Functionalized 2D Clay Derivative: Hybrid Nanosheets with Unique Lead Sorption Behaviors and Interface Structure

Clay mineral and its derivatives can play an important role in stabilizing functional-groups and nanostructures. Here, a TP-SiNSs (TiSi2O5(OH)(2)center dot(OH2)(2)) nanocomposite, with highly dispersed and stabilized TiO2 precursor (TP, Ti(OH)(4) gel) on template-free 2D silica nanosheets (SiNSs, Si2O3(OH)(2)), is presented, which is derived from kaolinite, a natural 2D layer mineral. Unique lead sorption behaviors are observed for balanced hydrophobicity-hydrophilicity, short sorption equilibrium time (within 5 min), large applied sorption capacities (approximate to 38 000 kg polluted drinking water per kg TP-SiNSs, effluent Pb(II) contents <10 mu g L-1), and excellent renewability. The highly dispersed surface titanium hydroxyl groups, together with 2D hierarchical porous nanostructure of TP-SiNSs effectively facilitate the selective adsorption of Pb(II) ions, inhibit the pore blockage after Pb(II) adsorption, and prolong the service life.

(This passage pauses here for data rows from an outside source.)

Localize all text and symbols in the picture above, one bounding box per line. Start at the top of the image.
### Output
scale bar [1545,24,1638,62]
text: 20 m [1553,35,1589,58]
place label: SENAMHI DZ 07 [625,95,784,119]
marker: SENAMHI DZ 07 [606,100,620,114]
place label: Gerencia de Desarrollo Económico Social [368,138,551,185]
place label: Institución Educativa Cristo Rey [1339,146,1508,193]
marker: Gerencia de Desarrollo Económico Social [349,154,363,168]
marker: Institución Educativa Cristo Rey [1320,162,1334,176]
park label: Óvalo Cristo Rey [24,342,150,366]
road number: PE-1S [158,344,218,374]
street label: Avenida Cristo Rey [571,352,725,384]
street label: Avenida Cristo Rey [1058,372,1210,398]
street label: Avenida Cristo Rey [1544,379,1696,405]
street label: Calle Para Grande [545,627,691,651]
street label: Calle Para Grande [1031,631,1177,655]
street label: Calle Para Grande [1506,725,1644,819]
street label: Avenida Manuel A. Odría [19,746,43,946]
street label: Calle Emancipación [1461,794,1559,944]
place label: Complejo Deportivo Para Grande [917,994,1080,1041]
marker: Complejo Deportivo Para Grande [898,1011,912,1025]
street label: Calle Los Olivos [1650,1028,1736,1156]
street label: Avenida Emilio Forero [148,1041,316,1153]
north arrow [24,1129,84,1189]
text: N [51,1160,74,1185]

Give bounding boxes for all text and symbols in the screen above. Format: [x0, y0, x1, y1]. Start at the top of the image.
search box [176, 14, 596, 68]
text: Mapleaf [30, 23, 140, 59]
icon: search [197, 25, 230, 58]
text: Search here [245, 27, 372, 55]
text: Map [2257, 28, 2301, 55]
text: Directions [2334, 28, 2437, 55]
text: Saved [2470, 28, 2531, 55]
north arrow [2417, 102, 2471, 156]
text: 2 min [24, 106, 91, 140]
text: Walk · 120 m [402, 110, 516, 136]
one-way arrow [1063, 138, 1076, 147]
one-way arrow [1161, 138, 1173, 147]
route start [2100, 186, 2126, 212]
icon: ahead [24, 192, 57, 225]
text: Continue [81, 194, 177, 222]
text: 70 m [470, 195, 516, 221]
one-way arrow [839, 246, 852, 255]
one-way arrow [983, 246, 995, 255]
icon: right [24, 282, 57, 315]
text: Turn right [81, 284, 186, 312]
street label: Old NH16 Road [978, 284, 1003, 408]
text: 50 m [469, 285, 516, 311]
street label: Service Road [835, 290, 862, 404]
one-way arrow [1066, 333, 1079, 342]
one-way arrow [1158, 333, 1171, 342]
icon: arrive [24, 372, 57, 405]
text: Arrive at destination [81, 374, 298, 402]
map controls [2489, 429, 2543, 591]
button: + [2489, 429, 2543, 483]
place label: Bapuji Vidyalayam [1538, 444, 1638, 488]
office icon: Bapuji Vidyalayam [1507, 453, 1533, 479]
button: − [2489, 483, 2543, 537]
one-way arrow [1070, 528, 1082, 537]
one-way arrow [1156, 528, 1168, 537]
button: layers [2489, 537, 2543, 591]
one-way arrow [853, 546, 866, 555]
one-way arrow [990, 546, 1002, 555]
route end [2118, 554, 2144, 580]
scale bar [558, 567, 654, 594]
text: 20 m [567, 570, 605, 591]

The detailed adsorption mechanism as a function of pH value and ion concentration is clarified by density functional theory (DFT) calculations, and the higher adsorption selectivity of TP-SiNSs for Pb(II) over Ca(II) and Mg(II) is attributed to surface complex on TP-SiNSs, which induces strong bonding between Pb(II) and titanium hydroxyl groups. The interface geometry and electronic structure calculations demonstrate that the stabilized and spatially distributed titanium hydroxyl group on TP-SiNSs can greatly enhance the surface adsorption ability.